La política no es un deporte
Malo, malo lo que pasa en el Nástic. El presidente Josep Maria Andreu ha decido abandonar el cargo por las contínuas críticas que ha recibido del Ajuntament de Tarragona, accionista del club (con un 38%). Las duras declaraciones del alcalde tarraconense, Joan Miquel Nadal, famoso por sus salidas de tono, calificando de desastrosa la temporada de la entidad local si desciende a Segunda, ha sido la gota que ha colmado el vaso de la paciencia del ya ex-presidente Andreu. Es cierto, y justo, que un accionista de cualquier empresa pueda mostrar sus opiniones sobre la gestión y la situación de una empresa. Sin embargo, el señor Nadal se olvida que no es él el accionista sino la gente de Tarragona. Ellos son los que con sus impuestos pagaron las acciones y, por lo tanto, dueños de ellas. Por poder, el edil puede, como cualquier otro dirigente de un consistorio, dirigir esos impuestos, pero no hacerse acreedor de los beneficios que obtiene con ese dinero. No es dueño del club, es sólo el escogido para cuidar de él. Y con estas declaraciones son para enfermarlo aún más.

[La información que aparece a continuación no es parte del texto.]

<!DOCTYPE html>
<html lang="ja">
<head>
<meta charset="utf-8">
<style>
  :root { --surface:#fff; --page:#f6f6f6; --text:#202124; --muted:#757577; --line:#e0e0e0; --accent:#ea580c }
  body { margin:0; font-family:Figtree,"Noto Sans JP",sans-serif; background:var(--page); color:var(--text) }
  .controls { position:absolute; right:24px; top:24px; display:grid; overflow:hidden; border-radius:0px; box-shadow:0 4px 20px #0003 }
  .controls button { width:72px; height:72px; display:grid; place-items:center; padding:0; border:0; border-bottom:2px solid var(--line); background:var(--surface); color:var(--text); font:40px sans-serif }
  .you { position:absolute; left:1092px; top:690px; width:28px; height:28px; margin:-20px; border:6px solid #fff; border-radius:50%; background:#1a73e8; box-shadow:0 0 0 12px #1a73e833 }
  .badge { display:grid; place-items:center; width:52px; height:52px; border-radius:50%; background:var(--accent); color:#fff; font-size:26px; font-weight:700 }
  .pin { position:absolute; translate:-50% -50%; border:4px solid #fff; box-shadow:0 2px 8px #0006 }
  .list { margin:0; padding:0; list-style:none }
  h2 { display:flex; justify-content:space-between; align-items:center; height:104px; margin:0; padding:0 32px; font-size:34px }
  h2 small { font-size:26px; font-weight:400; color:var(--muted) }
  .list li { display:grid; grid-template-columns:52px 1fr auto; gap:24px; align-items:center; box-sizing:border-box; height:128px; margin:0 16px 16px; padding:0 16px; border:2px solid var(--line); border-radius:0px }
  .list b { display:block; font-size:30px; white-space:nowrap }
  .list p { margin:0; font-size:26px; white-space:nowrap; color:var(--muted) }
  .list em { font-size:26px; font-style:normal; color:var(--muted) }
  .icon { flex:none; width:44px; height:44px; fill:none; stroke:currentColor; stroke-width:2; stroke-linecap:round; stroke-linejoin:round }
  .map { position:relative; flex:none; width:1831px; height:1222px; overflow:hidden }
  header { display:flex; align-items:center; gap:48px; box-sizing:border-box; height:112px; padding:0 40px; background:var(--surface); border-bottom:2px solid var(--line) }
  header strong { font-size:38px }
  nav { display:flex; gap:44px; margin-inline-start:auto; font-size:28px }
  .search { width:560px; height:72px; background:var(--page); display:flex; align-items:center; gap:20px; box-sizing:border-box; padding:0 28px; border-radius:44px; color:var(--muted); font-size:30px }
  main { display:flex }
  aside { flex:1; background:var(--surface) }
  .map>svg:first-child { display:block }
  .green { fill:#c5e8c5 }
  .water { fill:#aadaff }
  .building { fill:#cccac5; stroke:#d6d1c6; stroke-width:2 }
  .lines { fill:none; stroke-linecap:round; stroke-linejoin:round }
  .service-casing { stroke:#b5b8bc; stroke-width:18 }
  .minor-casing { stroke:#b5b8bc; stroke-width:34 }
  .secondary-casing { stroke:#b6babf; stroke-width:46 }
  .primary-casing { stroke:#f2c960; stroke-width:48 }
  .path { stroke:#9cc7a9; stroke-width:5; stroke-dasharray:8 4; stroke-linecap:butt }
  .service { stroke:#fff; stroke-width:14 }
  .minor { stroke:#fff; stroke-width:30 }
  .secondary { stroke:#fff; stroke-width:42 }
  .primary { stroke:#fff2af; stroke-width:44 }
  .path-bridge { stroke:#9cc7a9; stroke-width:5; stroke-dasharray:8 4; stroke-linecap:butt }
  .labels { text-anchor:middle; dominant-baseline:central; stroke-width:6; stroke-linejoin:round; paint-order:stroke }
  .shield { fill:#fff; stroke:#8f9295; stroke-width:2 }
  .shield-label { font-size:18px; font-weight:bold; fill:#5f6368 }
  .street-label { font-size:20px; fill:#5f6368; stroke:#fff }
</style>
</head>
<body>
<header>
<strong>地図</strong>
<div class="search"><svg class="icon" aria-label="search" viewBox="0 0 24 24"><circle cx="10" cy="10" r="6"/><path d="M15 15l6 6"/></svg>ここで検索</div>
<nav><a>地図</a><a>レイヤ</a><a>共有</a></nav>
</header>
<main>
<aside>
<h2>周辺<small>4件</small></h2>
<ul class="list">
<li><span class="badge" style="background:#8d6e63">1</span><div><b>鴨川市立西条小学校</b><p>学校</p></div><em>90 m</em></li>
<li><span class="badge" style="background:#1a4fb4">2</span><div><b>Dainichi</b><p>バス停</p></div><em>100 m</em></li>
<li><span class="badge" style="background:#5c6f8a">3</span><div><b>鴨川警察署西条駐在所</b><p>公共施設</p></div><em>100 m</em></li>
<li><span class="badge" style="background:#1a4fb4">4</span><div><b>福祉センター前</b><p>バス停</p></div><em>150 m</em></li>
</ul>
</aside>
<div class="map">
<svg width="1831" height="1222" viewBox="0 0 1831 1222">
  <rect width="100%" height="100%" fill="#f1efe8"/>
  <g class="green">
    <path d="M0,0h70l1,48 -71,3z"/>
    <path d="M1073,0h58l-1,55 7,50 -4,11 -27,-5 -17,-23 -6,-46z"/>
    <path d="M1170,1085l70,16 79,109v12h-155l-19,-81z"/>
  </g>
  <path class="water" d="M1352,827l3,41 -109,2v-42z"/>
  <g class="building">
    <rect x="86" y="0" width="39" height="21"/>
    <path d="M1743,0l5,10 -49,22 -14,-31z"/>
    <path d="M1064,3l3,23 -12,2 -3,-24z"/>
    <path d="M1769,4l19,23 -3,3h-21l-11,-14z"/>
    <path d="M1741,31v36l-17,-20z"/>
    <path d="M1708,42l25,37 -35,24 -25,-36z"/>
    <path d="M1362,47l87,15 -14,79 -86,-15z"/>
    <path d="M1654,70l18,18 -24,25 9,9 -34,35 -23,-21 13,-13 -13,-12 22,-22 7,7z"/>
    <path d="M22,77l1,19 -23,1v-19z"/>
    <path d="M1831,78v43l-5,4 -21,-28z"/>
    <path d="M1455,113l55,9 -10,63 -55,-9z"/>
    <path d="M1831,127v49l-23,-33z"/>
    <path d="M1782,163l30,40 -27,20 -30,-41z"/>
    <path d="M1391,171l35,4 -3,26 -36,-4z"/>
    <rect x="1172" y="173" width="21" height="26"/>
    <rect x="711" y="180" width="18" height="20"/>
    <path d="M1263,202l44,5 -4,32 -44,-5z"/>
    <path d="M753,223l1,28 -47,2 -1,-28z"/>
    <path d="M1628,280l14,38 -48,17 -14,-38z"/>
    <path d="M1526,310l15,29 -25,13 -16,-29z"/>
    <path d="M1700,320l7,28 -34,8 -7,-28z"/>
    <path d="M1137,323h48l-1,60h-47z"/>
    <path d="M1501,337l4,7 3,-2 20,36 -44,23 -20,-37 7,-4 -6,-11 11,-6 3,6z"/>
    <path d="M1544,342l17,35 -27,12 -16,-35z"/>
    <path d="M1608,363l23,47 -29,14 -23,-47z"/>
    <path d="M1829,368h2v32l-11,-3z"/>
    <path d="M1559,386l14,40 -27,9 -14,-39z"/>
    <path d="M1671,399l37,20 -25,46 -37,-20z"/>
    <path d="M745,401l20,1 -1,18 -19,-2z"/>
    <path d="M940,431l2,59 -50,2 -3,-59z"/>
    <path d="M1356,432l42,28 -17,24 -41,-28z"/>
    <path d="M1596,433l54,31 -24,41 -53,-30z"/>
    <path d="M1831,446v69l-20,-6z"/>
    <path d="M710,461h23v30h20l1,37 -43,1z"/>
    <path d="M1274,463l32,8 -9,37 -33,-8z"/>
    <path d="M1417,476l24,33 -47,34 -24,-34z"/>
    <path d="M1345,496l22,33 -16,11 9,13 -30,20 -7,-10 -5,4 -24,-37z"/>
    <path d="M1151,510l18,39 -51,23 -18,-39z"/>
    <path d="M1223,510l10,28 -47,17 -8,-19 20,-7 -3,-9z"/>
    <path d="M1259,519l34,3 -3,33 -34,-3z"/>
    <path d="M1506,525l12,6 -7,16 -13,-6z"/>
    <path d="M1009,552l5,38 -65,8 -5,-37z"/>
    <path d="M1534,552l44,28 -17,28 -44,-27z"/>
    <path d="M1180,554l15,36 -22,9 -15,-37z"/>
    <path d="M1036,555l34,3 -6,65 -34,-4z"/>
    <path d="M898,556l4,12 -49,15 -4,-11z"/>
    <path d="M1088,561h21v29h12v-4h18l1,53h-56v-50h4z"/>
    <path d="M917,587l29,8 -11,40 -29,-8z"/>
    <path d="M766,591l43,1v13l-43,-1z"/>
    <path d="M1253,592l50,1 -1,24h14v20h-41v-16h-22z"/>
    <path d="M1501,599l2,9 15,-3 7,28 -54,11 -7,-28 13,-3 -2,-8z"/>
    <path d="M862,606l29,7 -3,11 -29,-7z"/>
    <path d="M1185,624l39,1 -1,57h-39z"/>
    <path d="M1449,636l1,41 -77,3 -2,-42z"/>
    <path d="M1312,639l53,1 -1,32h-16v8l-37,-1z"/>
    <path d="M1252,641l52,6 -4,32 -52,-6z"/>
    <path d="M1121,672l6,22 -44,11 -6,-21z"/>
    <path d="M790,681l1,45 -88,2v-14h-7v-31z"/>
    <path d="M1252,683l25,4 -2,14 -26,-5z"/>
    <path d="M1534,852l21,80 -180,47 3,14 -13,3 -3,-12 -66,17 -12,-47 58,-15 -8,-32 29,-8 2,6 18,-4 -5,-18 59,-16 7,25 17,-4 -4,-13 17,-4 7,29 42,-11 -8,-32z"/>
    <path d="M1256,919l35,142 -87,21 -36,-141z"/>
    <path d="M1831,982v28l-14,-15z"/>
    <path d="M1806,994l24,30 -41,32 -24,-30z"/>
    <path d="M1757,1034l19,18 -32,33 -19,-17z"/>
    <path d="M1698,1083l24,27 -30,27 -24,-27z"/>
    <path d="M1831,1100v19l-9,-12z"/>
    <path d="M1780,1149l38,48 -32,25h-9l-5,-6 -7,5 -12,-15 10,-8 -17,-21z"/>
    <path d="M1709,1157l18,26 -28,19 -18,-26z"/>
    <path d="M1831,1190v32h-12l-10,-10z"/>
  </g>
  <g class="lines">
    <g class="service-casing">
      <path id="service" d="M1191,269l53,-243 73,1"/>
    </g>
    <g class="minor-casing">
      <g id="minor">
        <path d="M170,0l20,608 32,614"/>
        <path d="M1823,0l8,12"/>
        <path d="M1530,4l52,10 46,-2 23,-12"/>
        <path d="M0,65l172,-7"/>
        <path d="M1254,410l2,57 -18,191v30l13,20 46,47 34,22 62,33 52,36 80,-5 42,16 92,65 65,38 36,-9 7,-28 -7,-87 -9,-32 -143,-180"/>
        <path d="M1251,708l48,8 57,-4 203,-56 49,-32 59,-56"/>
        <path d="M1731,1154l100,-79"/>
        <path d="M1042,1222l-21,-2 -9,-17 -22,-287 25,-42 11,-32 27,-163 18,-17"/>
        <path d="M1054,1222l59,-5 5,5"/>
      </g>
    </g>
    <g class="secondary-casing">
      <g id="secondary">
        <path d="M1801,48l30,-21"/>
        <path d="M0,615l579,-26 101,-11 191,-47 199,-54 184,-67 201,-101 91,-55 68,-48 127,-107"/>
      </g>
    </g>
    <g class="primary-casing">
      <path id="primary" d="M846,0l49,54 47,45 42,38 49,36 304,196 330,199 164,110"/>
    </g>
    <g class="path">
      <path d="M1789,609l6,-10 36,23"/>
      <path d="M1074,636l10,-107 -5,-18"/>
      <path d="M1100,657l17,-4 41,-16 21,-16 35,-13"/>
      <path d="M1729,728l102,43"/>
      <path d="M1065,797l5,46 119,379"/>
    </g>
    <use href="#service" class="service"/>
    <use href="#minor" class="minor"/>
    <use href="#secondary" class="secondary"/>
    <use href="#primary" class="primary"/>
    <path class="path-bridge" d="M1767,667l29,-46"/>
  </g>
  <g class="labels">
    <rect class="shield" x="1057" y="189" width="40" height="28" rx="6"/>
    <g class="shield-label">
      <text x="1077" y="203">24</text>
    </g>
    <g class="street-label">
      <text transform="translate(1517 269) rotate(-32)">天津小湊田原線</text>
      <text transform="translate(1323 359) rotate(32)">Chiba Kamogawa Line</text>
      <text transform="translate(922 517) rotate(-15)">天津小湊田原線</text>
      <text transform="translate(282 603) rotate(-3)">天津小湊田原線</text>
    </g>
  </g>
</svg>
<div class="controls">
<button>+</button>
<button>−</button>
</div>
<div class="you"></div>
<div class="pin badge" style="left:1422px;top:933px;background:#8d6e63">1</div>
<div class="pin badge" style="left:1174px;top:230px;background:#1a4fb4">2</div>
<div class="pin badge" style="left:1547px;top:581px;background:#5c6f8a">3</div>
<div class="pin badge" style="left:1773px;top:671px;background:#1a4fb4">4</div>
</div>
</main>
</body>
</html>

Ahora, encima, el hombre que ocupará la presidencia del club tarraconiense será Raúl Font! Un miembro del consistorio¡ Un político (del mismo grupo que el del alcalde, CiU). Y yo me pregunto, humildemente, ¿qué sabrá un regidor de ayuntamiento de dirigir un equipo de fútbol? Ojo ciudadanos "imperiales" que las próximas elecciones tendrán doble ración: elegir a su alcalde y al presidente del Nàstic. Porque si la política entra en el club de Tarragona, ha de hacerlo con todas las consecuencias del juego político, es decir, con democrácia. Que es la base de la política. ¿O no?